◆ **Instructions for the task**
Send back all the data below, exactly as given.
=== Section Start ===
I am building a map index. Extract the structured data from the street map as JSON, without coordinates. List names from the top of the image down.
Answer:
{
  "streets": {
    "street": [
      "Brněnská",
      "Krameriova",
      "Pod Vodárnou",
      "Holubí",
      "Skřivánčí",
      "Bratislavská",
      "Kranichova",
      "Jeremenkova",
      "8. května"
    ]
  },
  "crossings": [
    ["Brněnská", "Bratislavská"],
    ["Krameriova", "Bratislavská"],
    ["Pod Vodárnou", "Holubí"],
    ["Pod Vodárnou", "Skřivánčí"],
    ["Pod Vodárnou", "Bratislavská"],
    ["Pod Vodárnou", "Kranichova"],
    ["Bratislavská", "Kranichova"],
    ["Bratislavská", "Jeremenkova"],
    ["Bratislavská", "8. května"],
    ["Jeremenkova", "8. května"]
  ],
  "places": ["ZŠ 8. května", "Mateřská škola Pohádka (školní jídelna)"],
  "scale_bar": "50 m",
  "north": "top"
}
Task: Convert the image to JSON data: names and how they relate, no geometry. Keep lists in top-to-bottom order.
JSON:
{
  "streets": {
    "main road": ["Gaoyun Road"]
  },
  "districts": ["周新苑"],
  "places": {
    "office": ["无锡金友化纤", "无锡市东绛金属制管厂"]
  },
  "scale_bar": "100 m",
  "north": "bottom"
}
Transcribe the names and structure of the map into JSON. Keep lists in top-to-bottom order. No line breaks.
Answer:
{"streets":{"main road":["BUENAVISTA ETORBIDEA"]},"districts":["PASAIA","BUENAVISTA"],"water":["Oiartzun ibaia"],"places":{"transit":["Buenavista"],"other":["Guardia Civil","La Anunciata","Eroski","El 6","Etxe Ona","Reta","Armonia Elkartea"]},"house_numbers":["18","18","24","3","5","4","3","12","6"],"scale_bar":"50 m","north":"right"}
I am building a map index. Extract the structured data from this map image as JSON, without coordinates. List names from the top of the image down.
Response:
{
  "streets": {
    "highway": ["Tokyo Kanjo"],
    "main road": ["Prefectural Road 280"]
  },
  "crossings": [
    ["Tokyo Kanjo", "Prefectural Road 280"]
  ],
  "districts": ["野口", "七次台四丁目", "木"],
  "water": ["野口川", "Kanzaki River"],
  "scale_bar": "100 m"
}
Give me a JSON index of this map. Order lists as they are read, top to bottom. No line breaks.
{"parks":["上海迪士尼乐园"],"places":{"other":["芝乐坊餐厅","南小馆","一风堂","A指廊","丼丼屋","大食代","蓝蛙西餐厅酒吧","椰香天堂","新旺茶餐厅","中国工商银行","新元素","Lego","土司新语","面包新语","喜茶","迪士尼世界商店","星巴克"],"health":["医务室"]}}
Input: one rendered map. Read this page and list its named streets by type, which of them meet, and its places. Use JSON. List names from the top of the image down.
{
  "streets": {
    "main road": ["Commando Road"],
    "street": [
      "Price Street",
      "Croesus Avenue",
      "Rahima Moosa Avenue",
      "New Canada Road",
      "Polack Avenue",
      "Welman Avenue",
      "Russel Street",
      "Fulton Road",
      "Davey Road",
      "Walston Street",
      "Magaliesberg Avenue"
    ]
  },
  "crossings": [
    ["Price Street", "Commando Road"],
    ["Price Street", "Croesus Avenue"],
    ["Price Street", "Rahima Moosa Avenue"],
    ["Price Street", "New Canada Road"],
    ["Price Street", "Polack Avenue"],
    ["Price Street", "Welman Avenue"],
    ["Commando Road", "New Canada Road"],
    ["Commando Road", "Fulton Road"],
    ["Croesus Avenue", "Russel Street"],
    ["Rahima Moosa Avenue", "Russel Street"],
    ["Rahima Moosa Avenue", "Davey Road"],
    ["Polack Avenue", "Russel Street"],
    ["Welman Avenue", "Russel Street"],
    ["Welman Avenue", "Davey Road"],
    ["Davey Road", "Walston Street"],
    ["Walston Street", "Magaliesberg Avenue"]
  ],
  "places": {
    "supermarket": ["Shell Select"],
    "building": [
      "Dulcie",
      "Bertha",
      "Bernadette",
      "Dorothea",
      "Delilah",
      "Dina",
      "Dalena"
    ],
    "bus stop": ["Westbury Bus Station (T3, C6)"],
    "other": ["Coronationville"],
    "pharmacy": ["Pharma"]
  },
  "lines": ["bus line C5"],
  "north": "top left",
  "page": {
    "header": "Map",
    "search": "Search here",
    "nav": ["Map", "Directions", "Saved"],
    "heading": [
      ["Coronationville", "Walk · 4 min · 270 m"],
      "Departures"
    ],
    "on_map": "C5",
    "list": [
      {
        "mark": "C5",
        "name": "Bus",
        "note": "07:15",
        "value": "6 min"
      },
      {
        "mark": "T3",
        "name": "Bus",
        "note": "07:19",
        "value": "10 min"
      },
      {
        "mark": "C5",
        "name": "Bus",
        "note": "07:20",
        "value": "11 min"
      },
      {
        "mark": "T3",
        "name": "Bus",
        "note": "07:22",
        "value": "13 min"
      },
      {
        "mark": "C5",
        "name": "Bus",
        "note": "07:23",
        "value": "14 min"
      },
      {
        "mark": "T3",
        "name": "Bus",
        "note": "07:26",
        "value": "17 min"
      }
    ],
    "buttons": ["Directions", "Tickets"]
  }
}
=== Section End ===
◆ **Solved problem**
I am building a map index. Extract the structured data from the street map as JSON, without coordinates. List names from the top of the image down.
Answer:
{
  "streets": {
    "street": [
      "Brněnská",
      "Krameriova",
      "Pod Vodárnou",
      "Holubí",
      "Skřivánčí",
      "Bratislavská",
      "Kranichova",
      "Jeremenkova",
      "8. května"
    ]
  },
  "crossings": [
    ["Brněnská", "Bratislavská"],
    ["Krameriova", "Bratislavská"],
    ["Pod Vodárnou", "Holubí"],
    ["Pod Vodárnou", "Skřivánčí"],
    ["Pod Vodárnou", "Bratislavská"],
    ["Pod Vodárnou", "Kranichova"],
    ["Bratislavská", "Kranichova"],
    ["Bratislavská", "Jeremenkova"],
    ["Bratislavská", "8. května"],
    ["Jeremenkova", "8. května"]
  ],
  "places": ["ZŠ 8. května", "Mateřská škola Pohádka (školní jídelna)"],
  "scale_bar": "50 m",
  "north": "top"
}
Task: Convert the image to JSON data: names and how they relate, no geometry. Keep lists in top-to-bottom order.
JSON:
{
  "streets": {
    "main road": ["Gaoyun Road"]
  },
  "districts": ["周新苑"],
  "places": {
    "office": ["无锡金友化纤", "无锡市东绛金属制管厂"]
  },
  "scale_bar": "100 m",
  "north": "bottom"
}
Transcribe the names and structure of the map into JSON. Keep lists in top-to-bottom order. No line breaks.
Answer:
{"streets":{"main road":["BUENAVISTA ETORBIDEA"]},"districts":["PASAIA","BUENAVISTA"],"water":["Oiartzun ibaia"],"places":{"transit":["Buenavista"],"other":["Guardia Civil","La Anunciata","Eroski","El 6","Etxe Ona","Reta","Armonia Elkartea"]},"house_numbers":["18","18","24","3","5","4","3","12","6"],"scale_bar":"50 m","north":"right"}
I am building a map index. Extract the structured data from this map image as JSON, without coordinates. List names from the top of the image down.
Response:
{
  "streets": {
    "highway": ["Tokyo Kanjo"],
    "main road": ["Prefectural Road 280"]
  },
  "crossings": [
    ["Tokyo Kanjo", "Prefectural Road 280"]
  ],
  "districts": ["野口", "七次台四丁目", "木"],
  "water": ["野口川", "Kanzaki River"],
  "scale_bar": "100 m"
}
Give me a JSON index of this map. Order lists as they are read, top to bottom. No line breaks.
{"parks":["上海迪士尼乐园"],"places":{"other":["芝乐坊餐厅","南小馆","一风堂","A指廊","丼丼屋","大食代","蓝蛙西餐厅酒吧","椰香天堂","新旺茶餐厅","中国工商银行","新元素","Lego","土司新语","面包新语","喜茶","迪士尼世界商店","星巴克"],"health":["医务室"]}}
Input: one rendered map. Read this page and list its named streets by type, which of them meet, and its places. Use JSON. List names from the top of the image down.
{
  "streets": {
    "main road": ["Commando Road"],
    "street": [
      "Price Street",
      "Croesus Avenue",
      "Rahima Moosa Avenue",
      "New Canada Road",
      "Polack Avenue",
      "Welman Avenue",
      "Russel Street",
      "Fulton Road",
      "Davey Road",
      "Walston Street",
      "Magaliesberg Avenue"
    ]
  },
  "crossings": [
    ["Price Street", "Commando Road"],
    ["Price Street", "Croesus Avenue"],
    ["Price Street", "Rahima Moosa Avenue"],
    ["Price Street", "New Canada Road"],
    ["Price Street", "Polack Avenue"],
    ["Price Street", "Welman Avenue"],
    ["Commando Road", "New Canada Road"],
    ["Commando Road", "Fulton Road"],
    ["Croesus Avenue", "Russel Street"],
    ["Rahima Moosa Avenue", "Russel Street"],
    ["Rahima Moosa Avenue", "Davey Road"],
    ["Polack Avenue", "Russel Street"],
    ["Welman Avenue", "Russel Street"],
    ["Welman Avenue", "Davey Road"],
    ["Davey Road", "Walston Street"],
    ["Walston Street", "Magaliesberg Avenue"]
  ],
  "places": {
    "supermarket": ["Shell Select"],
    "building": [
      "Dulcie",
      "Bertha",
      "Bernadette",
      "Dorothea",
      "Delilah",
      "Dina",
      "Dalena"
    ],
    "bus stop": ["Westbury Bus Station (T3, C6)"],
    "other": ["Coronationville"],
    "pharmacy": ["Pharma"]
  },
  "lines": ["bus line C5"],
  "north": "top left",
  "page": {
    "header": "Map",
    "search": "Search here",
    "nav": ["Map", "Directions", "Saved"],
    "heading": [
      ["Coronationville", "Walk · 4 min · 270 m"],
      "Departures"
    ],
    "on_map": "C5",
    "list": [
      {
        "mark": "C5",
        "name": "Bus",
        "note": "07:15",
        "value": "6 min"
      },
      {
        "mark": "T3",
        "name": "Bus",
        "note": "07:19",
        "value": "10 min"
      },
      {
        "mark": "C5",
        "name": "Bus",
        "note": "07:20",
        "value": "11 min"
      },
      {
        "mark": "T3",
        "name": "Bus",
        "note": "07:22",
        "value": "13 min"
      },
      {
        "mark": "C5",
        "name": "Bus",
        "note": "07:23",
        "value": "14 min"
      },
      {
        "mark": "T3",
        "name": "Bus",
        "note": "07:26",
        "value": "17 min"
      }
    ],
    "buttons": ["Directions", "Tickets"]
  }
}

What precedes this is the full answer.